Through that process, I was able to iterate on various ideas that resulted in what I have now. Currently, I have just the first level partially built. The NPC encounters in the first level are the director, bandit, saloon girl, and sheriff. The director sets the scene of a cowboy looking for a place to stay. The rest of the NPCs each represents a “type” of cowboy the player could play. They all offer a solution for the player’s problem. By choosing the align with the bandit, saloon girl, or sheriff, players will have decided on if they want to play the bad, carefree, or good cowboy respectively. Throughout the game, players will be given the options of staying with their alignment or straying away from it.

Currently, I’m working on getting my first level to run with dialogues and traversals smoothly. I’m still establishing some of the base codes of the game. Once that is done, it should be a matter of writing and building out the rest of the game.

Regarding the aesthetic designs, I’m using bright colors to contrast the muted and dark color scheme of the western world. The various movie set objects in the game should stand out with their industrial and bright colors. I’m contemplating on potentially changing the colors of the game to show the player’s current alignment with the type of narrative they’re on the path to create.

The color of the buildings in the town blends in with the orange sky in the background.

The color of the buildings in the town blends in with the orange sky in the background.

One of the design challenges I face is to find a way to convey choice. In a traditional game, a choice is typically presented with a drop-down menu describing the various actions players could take. However, I wanted to reinforce the idea that in real life, our choice and actions aren’t always going to be laid out for us. To do this, I’ll be applying the design strategy of presenting players with options before the choice. For example, in the example of my first level, players naturally encounter with the bandit. The bandit provides the option of stealing a key from the sheriff. However, to choose that option, players will have naturally encounter their two other options before being given the ability to make the decision. Once this pattern is established, I plan to have more obscure options players can take to communicate the idea that our choices about personal identity require exploration and are not always the first option presented.

While I haven’t fleshed out the full story of the game yet, I plan to keep my game fairly short in order to encourage replay attempts. I think the message becomes the clearest when players become more conscious of their actions and consequences. By having two gameplay experiences, they have a different result to compare to. Some may argue that the intended replayability makes the game’s choices less meaningful. However, I think the players’ own curiosity to explore the various options in the narrative is exactly the mindset I want them to have. The curiosity to explore the options is more important to me than living up to the consequences of the actions.
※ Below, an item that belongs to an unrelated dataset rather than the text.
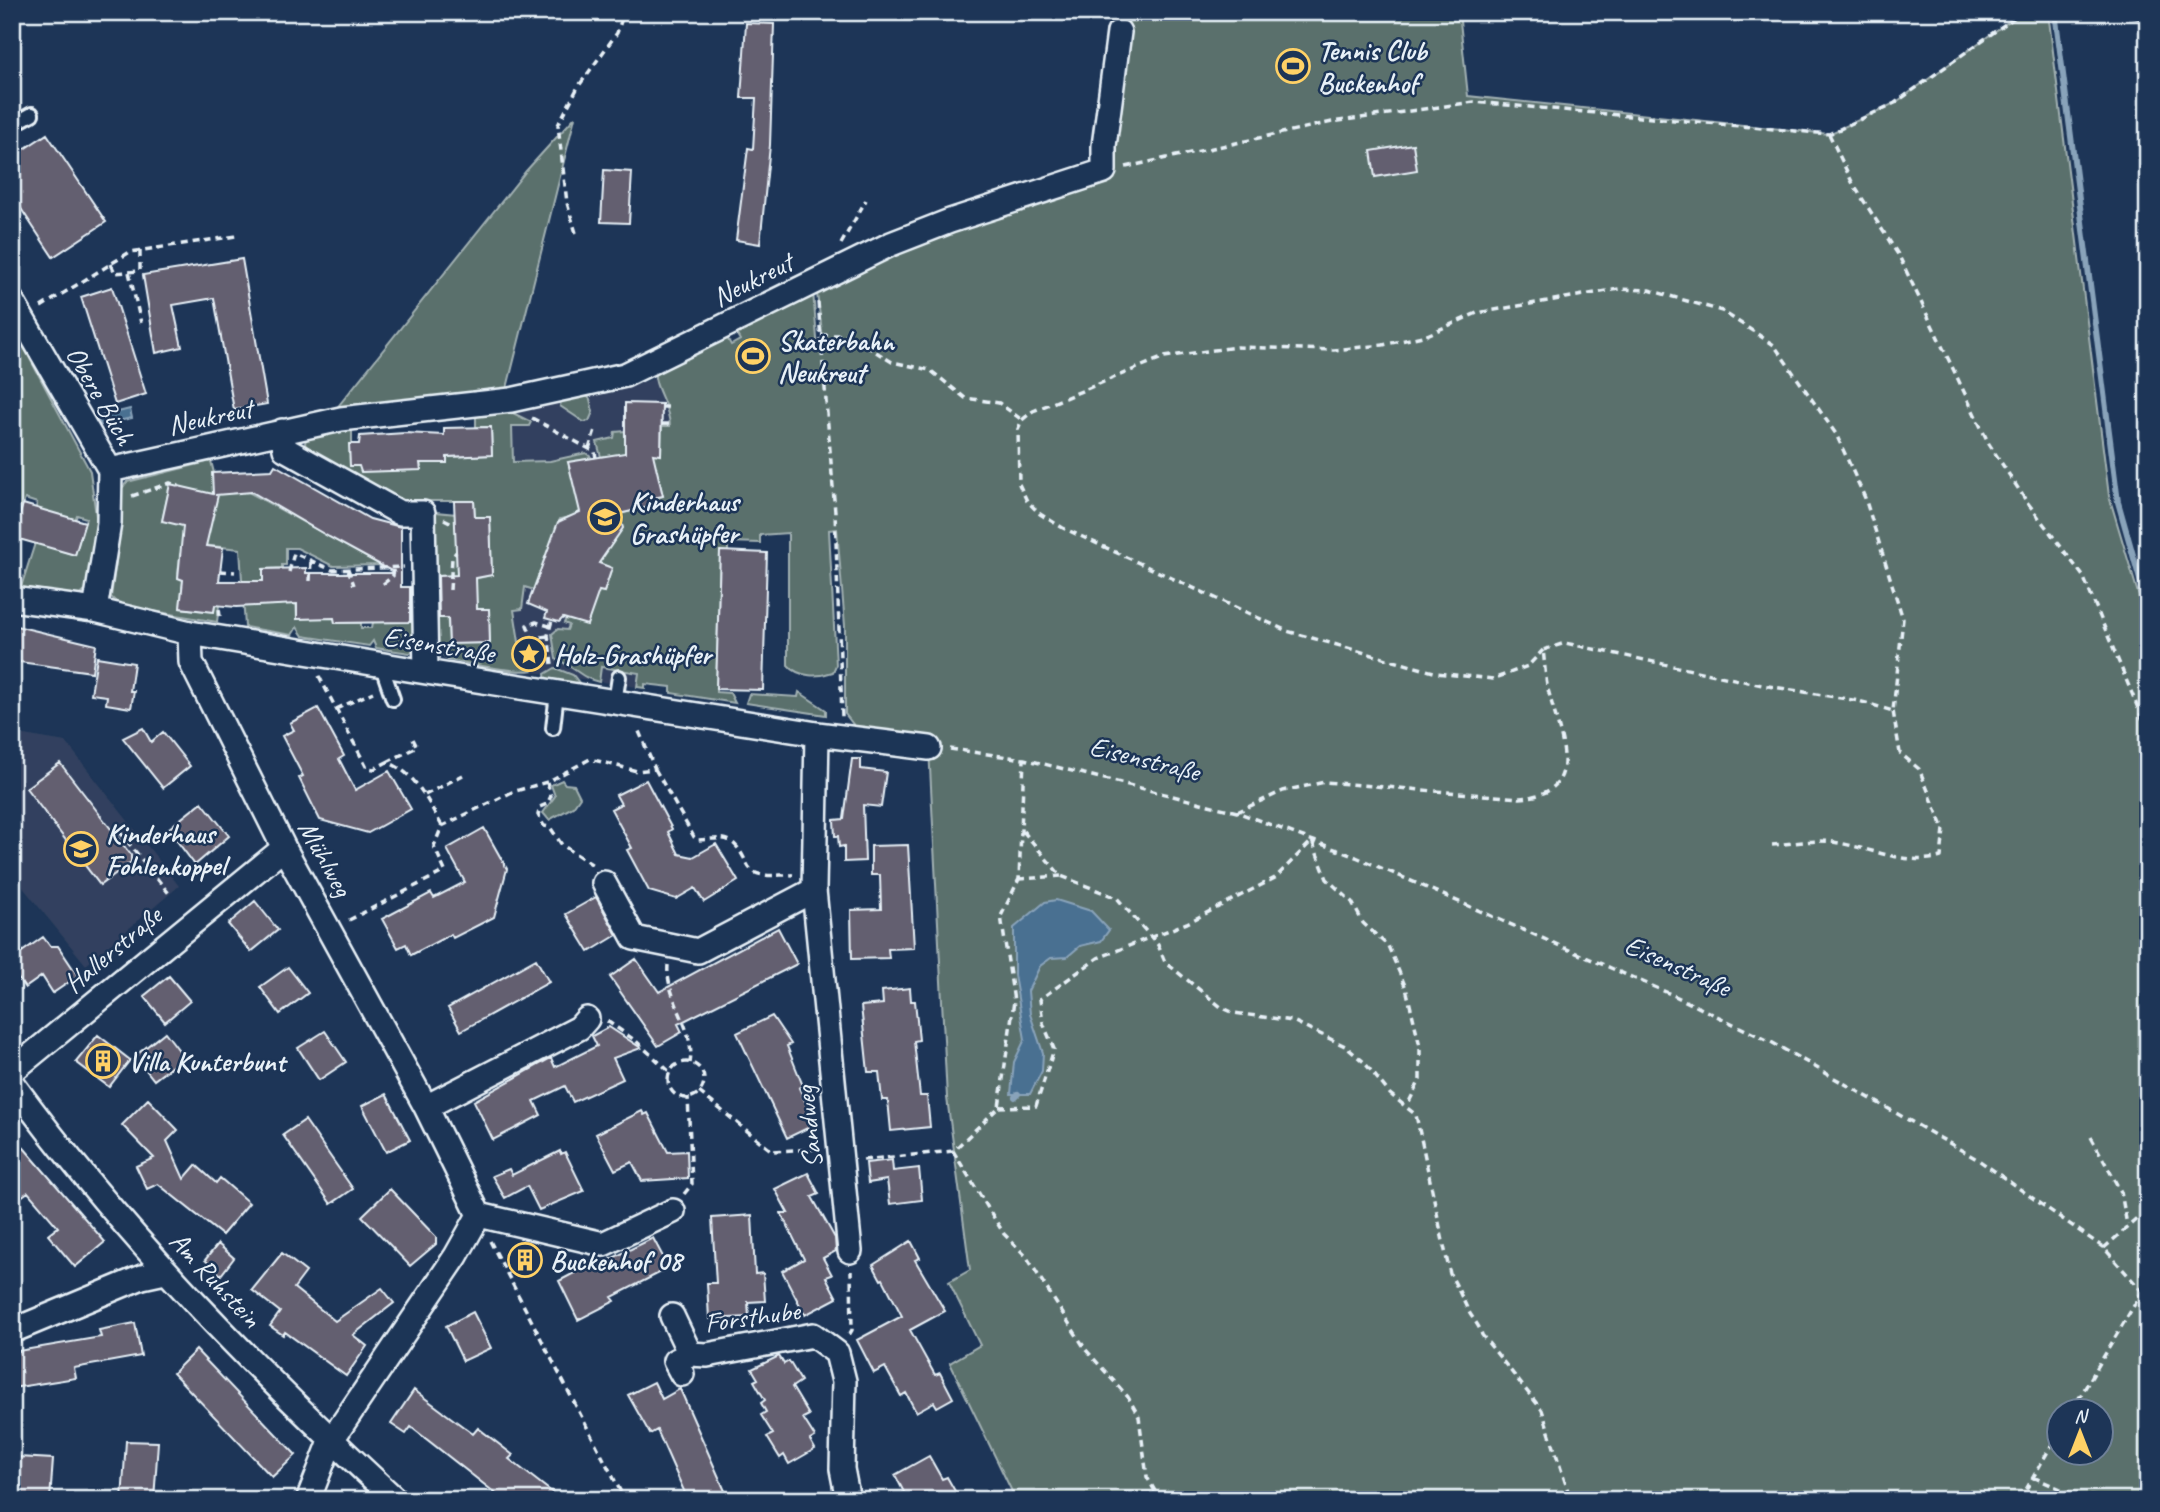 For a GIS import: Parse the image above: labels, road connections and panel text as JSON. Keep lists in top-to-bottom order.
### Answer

Early on in the game, the impact of the players’ choices is not immediately obvious. It’s not until later in the game when restrictions are placed on the choices they can make are the results of their actions obvious. At this point, some players may feel a bit of frustration or guilt in their lack of freedom. I think this is positive for the game because it encourages people to replay the game. However, they will always end up with a coherent narrative where the cowboy is reinforcing some sort of stereotypical narrative. If the lack of control at the end takes players out of the immersion and gets them to think about how they’ve constructed their narrative, then I will have succeeded in getting my message across.

Sprite art of the director.

– the director.

I didn’t plan for the game to be so reflective of some of the things in life I’m working through right now. The process of creating this game is forcing me to look deeper at some of the influences (both positive and negative) I had growing up. I hope that this experience will not only help me grow personally but also result in a shareable product that inspires introspection for other people as well.